Now some of you in the comments section are going to inevitably say, who
needs 2,500 books? And most people don't read all that much anyway. But
the point here is that there may very well be a dark side to the
success of e-books, which some are speculating will make up 50 percent of the market in as little as 5 years.
You can argue whether it was Napster or the rise of the
iPod--or
most probably both--that led to the huge amount of music piracy, but the
book business will also take its share of big losses as it moves
further into the digital realm. True, it's much harder to get someone to
invest the time to read a book than to listen to an album, watch a
movie, or play a game, so chances are piracy won't hurt the book
business as much as those industries.
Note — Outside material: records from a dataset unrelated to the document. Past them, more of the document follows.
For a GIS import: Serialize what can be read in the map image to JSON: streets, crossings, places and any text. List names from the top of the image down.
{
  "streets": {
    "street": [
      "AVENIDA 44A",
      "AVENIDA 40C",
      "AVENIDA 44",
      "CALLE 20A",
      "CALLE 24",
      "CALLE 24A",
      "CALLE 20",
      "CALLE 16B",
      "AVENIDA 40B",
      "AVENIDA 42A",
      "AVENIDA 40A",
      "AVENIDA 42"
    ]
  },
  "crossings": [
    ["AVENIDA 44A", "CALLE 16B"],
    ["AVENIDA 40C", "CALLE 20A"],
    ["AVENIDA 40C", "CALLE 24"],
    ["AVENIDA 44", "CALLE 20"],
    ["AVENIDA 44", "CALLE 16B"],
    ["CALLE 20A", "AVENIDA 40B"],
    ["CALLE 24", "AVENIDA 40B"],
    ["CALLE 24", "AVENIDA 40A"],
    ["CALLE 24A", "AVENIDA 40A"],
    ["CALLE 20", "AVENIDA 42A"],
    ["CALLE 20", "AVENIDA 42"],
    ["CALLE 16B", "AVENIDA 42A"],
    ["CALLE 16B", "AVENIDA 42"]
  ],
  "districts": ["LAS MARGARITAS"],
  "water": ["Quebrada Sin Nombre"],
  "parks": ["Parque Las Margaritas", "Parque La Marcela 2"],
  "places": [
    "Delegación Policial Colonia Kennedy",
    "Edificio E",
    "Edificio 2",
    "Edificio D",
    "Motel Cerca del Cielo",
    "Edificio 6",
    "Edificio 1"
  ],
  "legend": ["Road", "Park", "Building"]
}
But on the flip side, as I said
before, it's also much quicker to download a huge collection of books or
a number of New York Times bestsellers with a single click of a button.
How much will price play into all this? Well, you already have plenty of
folks out there who think it's outrageous for publishers to price an
e-book at $12.99 or $14.99 when the hardcover is first released. And
some of those folks may feel justified in downloading pirated versions
of books in protest--or just because they say they don't like getting
ripped off. And while some pricing decisions by publishers are clearly
bad, pricing may be a smaller part of the piracy equation than you might
think. What a surprising number of people have told me is that they
pirate stuff for the same reason that a lot of people like the Kindle:
it's all about instant gratification.
As one friend put it, "You want something, you click a button,
you get it." He has a Netflix account and knows he can get a particular
movie within 36 hours delivered to his door, yet he he says sometimes
uses Bit Torrent to get the movie so he can watch it faster.
This is something publishers will have to contend with going forward.
They know it, and Scott Turow, the President of the Author's Guild and a
practicing lawyer, is acutely aware of how much of a problem it is and could become.
"It [piracy] has killed large parts of the music industry," he said in
an interview. "Musicians make up for the copies of their songs that get
pirated by performing live. I don't think there will be as many people
showing up to hear me read as to hear Beyonce sing. We need to make sure
piracy is dealt with effectively."
Alas, so far it hasn't been dealt with effectively and I doubt it ever
will be. It won't cost me much now--and it may even help me find a few
readers who might not have read my book--but in the long run, it could
really hurt. And unlike the New York Time's David Pogue, I've got no
live act. Perhaps I need to get one, though I think I'd have a hard time
matching his rendition of "Apps, I did it again."
2 comments:
I know its crazy. Everyone always ask me why I purchase music from iTunes when I can easily download it. My answer " I wanna support the music I love". So it goes the same for books. Like with my giveaways that are funded by me, I make sure that they are purchased as gifts and sent directly to winners. I love the books and authors I read, so why not support them. I guess the issue arises with I bought it so it's mine and I can give it to anyone. Ebooks can be shared in the form as "purchase
this book for a friend" which can be found on most publishing sites!
It never crossed my mind that people downloaded books for free the way they downloaded movies and music. I don't know if there is a solution. I'm sure the music industry would have tried it years ago. This is an unfortunate consequence of advances in technoglogy.